=== Records for processing ===
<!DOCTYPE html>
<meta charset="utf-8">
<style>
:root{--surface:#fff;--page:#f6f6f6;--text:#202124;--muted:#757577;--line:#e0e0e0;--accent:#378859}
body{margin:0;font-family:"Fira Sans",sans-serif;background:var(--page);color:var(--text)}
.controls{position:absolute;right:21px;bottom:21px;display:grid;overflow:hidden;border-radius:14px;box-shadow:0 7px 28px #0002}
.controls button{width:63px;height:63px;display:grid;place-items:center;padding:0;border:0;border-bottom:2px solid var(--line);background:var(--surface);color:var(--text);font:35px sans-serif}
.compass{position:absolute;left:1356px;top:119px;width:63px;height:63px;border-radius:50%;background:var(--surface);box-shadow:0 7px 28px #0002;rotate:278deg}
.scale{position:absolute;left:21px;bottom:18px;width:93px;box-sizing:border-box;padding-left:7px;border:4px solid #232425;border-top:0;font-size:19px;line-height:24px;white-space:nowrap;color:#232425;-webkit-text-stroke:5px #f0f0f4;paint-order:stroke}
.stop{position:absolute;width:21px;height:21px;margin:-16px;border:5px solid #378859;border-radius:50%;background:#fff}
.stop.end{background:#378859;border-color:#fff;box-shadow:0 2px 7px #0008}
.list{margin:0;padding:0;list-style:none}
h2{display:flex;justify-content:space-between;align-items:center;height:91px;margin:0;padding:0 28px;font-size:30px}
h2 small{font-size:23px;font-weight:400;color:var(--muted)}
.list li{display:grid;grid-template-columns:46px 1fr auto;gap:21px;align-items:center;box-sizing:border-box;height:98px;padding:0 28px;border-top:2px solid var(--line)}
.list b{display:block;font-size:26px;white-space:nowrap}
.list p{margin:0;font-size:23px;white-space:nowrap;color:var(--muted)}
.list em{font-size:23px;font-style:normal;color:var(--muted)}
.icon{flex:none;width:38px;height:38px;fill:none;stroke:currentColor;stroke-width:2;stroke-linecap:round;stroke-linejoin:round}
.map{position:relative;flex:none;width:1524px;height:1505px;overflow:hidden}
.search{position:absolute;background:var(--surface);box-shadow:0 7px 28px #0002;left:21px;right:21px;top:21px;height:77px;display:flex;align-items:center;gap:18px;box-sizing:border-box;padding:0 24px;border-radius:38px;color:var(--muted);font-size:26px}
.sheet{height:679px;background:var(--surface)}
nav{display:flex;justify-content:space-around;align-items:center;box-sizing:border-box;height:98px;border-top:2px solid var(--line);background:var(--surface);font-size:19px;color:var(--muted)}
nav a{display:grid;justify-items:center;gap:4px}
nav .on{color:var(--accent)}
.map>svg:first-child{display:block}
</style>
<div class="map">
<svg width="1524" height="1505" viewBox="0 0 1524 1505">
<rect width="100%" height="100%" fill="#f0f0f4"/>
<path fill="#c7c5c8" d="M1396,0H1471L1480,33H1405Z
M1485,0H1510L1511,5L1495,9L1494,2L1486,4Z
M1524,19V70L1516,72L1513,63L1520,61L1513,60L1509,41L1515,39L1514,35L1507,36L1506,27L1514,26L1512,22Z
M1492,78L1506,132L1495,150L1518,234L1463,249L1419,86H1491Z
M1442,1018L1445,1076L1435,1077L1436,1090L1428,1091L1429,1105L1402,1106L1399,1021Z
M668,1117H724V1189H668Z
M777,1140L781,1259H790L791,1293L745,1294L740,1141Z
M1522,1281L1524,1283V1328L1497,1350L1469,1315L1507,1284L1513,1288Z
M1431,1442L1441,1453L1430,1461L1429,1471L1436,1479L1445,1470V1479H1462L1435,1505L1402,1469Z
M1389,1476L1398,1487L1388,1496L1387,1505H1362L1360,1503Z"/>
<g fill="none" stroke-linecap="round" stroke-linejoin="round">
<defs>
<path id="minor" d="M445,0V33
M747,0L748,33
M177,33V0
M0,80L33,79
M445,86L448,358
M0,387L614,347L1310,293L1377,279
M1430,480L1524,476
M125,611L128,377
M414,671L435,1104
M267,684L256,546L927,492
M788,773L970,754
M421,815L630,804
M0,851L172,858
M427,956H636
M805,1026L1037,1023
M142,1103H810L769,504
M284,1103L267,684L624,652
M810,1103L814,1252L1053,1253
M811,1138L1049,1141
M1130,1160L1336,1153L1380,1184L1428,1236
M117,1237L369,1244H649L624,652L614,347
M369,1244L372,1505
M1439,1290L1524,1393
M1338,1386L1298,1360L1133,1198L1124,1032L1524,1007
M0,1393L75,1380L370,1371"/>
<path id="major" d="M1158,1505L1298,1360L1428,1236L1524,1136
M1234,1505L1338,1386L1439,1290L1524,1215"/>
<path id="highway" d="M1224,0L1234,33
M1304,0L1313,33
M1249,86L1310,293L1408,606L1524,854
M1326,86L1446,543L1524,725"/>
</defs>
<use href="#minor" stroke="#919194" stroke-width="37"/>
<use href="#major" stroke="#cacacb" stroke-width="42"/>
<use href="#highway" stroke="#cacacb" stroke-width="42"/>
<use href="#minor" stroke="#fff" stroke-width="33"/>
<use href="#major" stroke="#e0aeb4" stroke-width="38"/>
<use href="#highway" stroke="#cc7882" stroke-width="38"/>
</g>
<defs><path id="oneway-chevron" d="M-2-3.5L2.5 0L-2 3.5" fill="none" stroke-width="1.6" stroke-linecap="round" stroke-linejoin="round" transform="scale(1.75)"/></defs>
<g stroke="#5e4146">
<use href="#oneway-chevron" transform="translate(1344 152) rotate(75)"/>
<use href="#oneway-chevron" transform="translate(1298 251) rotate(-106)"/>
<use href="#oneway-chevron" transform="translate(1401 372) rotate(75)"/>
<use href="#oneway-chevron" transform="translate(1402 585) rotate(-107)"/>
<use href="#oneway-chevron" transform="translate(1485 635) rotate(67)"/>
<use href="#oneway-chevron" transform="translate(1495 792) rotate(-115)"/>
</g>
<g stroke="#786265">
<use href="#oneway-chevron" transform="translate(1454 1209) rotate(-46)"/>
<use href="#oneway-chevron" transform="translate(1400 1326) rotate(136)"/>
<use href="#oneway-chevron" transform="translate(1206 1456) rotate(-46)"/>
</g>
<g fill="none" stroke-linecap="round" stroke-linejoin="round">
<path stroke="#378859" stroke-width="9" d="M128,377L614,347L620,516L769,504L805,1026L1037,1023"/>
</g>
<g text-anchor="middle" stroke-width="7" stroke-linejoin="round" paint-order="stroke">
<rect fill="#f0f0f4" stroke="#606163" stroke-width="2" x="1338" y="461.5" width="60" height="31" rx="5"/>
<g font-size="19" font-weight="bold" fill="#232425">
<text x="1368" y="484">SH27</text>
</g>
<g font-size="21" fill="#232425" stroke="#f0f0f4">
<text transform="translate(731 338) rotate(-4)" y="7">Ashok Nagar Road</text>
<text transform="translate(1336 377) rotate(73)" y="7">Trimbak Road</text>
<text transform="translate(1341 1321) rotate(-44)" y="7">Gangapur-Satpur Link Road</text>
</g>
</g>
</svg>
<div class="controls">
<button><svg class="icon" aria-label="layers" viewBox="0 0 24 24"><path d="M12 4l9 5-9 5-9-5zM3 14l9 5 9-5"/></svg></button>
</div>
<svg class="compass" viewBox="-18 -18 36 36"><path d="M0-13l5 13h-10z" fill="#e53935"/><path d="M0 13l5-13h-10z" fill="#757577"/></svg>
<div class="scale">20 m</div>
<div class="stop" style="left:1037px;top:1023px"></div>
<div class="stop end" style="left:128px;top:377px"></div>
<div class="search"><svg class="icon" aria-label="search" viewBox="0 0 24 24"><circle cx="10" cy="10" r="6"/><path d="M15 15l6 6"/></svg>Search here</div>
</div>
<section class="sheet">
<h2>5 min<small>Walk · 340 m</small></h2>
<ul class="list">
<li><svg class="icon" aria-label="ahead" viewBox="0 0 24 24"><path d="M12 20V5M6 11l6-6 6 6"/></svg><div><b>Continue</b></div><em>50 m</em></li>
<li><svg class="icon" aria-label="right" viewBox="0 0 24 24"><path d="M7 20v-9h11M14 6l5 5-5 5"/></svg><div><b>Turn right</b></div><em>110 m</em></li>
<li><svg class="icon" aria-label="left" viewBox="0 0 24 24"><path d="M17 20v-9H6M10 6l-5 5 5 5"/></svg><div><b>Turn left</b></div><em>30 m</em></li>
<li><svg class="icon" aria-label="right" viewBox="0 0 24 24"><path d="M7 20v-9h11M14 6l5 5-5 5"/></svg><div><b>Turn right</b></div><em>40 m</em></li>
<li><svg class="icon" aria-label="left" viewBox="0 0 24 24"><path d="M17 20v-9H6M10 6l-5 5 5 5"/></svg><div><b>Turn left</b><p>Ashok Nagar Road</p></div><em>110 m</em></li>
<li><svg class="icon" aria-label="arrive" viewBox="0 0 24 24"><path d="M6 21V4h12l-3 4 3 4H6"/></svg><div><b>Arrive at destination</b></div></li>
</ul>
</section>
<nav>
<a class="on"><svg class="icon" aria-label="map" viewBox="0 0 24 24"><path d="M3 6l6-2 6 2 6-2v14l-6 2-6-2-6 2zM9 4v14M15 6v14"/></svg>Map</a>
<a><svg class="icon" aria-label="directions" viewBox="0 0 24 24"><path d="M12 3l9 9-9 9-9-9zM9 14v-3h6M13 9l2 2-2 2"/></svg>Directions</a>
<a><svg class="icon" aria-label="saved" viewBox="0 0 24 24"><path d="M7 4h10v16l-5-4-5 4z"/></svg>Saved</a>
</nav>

=== The task ===
Read through the entries, then copy every line where the string "list" is found.

=== Answer to this task ===
.list{margin:0;padding:0;list-style:none}
.list li{display:grid;grid-template-columns:46px 1fr auto;gap:21px;align-items:center;box-sizing:border-box;height:98px;padding:0 28px;border-top:2px solid var(--line)}
.list b{display:block;font-size:26px;white-space:nowrap}
.list p{margin:0;font-size:23px;white-space:nowrap;color:var(--muted)}
.list em{font-size:23px;font-style:normal;color:var(--muted)}
<ul class="list">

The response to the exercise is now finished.